Two men illegally killed thousands of birds, including bald and golden eagles, and sold them for profit over the course of several years, according to prosecutors. 

Simon Paul and Travis John Branson slayed about 3,600 birds and sold the entire carcasses or portions of them for large sums of cash on the black market, federal prosecutors wrote in an indictment filed Dec. 7. The men were charged with one count of conspiracy, 13 counts of unlawful trafficking and one count of violating the Lacey Act, a federal law that combats illegal trafficking of wildlife, fish or plants, according to court records.

Federal prosecutors said Branson would travel from Washington to the Flathead Indian Reservation in western Montana, where he would meet Paul to shoot bald and golden eagles between January 2019 and March 2021. Paul, who lived nearby, was charged as the “shooter” and “shipper” for helping to kill, transport and ship the eagle or its parts for future sales on the black market, according to the indictment. 

On Dec. 17, 2020, for example, Branson sent a message to a buyer with a golden eagle tail set and received a payment through PayPal for it the same day, prosecutors said in the indictment. Paul allegedly mailed the eagle tail set from Montana to Texas two days later. 


And on March 13, 2020, the men “returned to a previously killed deer to lure in eagles,” the indictment states. Branson shot and killed a golden eagle later that day, prosecutors said. 

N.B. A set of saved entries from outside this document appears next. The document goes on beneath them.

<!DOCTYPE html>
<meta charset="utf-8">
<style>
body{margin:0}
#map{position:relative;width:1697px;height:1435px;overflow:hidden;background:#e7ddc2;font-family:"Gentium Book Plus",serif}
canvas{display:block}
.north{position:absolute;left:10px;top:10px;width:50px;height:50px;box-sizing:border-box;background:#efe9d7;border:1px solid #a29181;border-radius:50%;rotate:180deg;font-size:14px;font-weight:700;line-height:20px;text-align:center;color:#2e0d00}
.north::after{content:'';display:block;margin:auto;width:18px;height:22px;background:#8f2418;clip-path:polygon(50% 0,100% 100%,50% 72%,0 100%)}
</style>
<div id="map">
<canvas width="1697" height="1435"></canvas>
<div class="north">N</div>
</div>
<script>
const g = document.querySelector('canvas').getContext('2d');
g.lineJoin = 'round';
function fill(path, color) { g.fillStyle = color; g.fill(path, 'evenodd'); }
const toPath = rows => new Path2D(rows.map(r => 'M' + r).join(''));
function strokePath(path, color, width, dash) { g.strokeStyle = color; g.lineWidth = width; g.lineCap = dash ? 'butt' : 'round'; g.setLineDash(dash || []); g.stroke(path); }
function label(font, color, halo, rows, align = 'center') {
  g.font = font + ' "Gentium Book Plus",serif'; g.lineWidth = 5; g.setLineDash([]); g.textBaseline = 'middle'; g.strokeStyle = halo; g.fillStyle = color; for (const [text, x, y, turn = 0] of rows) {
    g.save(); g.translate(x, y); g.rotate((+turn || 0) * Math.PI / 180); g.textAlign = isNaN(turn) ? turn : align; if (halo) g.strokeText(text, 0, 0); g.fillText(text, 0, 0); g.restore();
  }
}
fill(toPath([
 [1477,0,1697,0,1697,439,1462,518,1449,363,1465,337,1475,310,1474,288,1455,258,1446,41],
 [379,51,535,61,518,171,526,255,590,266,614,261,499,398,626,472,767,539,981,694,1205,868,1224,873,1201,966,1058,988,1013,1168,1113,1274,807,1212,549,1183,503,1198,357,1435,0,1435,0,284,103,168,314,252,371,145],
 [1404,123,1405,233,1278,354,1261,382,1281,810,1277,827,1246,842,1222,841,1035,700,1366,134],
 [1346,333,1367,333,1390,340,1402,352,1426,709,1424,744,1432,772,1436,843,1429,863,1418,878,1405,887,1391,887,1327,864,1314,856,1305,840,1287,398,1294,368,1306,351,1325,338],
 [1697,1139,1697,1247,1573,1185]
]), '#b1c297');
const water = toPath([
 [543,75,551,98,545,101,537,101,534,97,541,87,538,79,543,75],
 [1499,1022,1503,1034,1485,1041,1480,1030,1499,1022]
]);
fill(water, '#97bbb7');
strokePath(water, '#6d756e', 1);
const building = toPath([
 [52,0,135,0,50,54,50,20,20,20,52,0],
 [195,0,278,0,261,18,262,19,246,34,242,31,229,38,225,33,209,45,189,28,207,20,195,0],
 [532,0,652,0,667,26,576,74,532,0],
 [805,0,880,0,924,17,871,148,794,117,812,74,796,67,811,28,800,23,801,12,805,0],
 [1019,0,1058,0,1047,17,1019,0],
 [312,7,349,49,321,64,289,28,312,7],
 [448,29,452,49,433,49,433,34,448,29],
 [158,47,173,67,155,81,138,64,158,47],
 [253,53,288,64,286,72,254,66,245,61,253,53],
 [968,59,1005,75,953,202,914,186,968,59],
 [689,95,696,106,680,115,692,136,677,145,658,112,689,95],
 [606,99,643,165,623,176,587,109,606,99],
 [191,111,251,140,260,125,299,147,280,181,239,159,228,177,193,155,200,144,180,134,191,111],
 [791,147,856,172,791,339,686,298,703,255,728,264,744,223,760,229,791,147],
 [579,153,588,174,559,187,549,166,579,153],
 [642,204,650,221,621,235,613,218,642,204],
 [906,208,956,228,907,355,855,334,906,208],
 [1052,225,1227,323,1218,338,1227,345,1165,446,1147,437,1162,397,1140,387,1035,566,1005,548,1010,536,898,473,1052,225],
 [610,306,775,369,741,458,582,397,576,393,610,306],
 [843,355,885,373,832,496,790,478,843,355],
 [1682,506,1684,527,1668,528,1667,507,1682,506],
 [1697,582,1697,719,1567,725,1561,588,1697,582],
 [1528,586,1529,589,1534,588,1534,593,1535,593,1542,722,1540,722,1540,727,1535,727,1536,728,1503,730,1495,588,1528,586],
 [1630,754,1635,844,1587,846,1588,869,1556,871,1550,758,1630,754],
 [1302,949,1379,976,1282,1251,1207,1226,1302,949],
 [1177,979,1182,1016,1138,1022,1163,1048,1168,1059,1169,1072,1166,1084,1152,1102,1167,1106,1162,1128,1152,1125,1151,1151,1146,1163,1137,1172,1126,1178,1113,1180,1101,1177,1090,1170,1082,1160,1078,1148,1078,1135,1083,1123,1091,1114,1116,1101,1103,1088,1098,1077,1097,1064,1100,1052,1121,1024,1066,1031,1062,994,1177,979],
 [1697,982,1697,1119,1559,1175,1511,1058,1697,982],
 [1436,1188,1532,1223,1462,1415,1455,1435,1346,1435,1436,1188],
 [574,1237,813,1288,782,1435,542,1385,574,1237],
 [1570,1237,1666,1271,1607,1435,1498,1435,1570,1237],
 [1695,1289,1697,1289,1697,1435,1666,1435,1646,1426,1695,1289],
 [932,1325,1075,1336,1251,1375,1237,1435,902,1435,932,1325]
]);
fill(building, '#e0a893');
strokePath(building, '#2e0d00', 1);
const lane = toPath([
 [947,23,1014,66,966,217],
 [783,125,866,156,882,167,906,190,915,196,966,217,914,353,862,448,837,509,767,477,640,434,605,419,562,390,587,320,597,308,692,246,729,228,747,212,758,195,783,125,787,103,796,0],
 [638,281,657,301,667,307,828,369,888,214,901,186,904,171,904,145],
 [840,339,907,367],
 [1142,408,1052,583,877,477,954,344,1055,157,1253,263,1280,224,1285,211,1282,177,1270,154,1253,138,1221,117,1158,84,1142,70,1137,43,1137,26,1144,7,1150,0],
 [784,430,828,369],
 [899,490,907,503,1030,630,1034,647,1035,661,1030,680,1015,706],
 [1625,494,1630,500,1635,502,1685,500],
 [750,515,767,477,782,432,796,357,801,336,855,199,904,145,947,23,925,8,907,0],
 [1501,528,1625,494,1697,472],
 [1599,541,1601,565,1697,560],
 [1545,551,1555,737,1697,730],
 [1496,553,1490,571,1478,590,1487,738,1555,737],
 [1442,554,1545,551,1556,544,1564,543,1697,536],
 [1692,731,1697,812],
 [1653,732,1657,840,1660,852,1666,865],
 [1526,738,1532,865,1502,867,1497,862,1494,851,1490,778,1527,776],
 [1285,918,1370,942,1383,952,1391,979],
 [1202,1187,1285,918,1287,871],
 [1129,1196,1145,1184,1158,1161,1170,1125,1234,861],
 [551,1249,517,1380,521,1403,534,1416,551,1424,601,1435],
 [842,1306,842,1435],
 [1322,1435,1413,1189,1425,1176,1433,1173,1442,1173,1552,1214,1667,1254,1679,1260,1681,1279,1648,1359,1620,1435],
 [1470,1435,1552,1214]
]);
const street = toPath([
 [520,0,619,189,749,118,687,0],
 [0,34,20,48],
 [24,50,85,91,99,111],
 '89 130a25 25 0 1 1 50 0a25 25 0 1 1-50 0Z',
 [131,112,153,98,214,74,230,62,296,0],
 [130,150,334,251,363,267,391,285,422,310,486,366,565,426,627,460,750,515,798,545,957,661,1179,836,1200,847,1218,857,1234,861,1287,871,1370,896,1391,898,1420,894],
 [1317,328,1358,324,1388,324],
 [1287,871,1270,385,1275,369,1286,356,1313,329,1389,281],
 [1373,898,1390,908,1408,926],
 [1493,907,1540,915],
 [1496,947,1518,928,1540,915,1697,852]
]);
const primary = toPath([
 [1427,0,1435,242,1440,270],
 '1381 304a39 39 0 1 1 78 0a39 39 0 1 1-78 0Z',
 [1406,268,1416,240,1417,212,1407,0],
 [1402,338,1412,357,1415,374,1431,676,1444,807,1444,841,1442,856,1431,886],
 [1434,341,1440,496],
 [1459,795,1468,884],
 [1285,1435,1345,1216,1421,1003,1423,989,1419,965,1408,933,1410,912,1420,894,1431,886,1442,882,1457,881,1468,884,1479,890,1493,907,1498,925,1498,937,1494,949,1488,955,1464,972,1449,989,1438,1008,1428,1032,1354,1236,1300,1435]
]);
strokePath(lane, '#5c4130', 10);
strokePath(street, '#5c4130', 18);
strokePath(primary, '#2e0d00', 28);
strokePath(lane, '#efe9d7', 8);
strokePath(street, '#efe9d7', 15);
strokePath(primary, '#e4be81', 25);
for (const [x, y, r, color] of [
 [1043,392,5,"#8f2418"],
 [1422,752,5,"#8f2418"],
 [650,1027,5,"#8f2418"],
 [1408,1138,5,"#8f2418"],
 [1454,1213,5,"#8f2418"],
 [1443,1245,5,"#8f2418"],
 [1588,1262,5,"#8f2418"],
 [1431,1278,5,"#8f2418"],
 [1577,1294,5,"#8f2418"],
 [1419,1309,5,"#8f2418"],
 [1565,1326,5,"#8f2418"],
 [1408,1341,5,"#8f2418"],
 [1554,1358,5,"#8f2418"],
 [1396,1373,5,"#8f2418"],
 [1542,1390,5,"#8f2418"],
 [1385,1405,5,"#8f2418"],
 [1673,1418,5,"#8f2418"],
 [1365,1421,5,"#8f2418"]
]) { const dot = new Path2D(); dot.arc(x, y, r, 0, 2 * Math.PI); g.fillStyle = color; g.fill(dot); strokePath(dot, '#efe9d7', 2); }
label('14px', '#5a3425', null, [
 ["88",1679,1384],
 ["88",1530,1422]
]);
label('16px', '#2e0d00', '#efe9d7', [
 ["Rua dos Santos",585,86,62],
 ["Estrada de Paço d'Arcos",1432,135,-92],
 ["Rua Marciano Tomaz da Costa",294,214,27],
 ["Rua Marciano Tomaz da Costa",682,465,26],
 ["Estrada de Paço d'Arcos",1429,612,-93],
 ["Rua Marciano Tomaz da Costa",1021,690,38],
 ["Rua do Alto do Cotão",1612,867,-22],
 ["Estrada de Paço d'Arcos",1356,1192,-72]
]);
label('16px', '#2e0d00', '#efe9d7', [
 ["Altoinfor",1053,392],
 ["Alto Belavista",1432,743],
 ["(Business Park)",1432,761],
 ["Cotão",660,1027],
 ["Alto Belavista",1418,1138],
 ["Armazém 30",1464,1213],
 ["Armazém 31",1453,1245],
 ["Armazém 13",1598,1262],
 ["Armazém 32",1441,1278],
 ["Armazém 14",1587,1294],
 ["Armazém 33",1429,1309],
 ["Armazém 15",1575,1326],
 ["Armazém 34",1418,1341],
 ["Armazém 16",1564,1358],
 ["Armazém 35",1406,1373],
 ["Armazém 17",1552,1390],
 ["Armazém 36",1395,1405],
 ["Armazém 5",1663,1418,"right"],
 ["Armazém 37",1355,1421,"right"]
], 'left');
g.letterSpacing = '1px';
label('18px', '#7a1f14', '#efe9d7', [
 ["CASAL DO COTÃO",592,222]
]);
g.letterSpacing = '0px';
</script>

Branson boasted in messages that he was out “committing felonies” and told buyers he was “on a killing spree,” according to the indictment. Though the pair was accused of slaying thousands of birds, prosecutors didn’t clarify how many eagles they killed in total.


The bald eagle, which was delisted from the endangered species list in 2007, quadruped in population between 2009 and 2020, according to the U.S. Fish and Wildlife Service. The population climbed to around 316,700 individual bald eagles, including 71,400 nesting pairs, in 48 states, according to the 2020 report. But the raptors face numerous threats.

Researchers found 46% of bald eagles and 47% of golden eagles had chronic lead poisoning in a sample of 1,210 of the two species in 38 states, according to a study published in Science in February 2022. The same year, a wind energy company pleaded guilty and paid over $8 million in fines after killing at least 150 eagles on its U.S. wind farms.

Paul and Branson are scheduled to be arraigned Jan. 8, the Daily Montanan reported. The U.S. Attorney’s Office for the District of Montana did not immediately respond to a request for comment, nor did either defendant.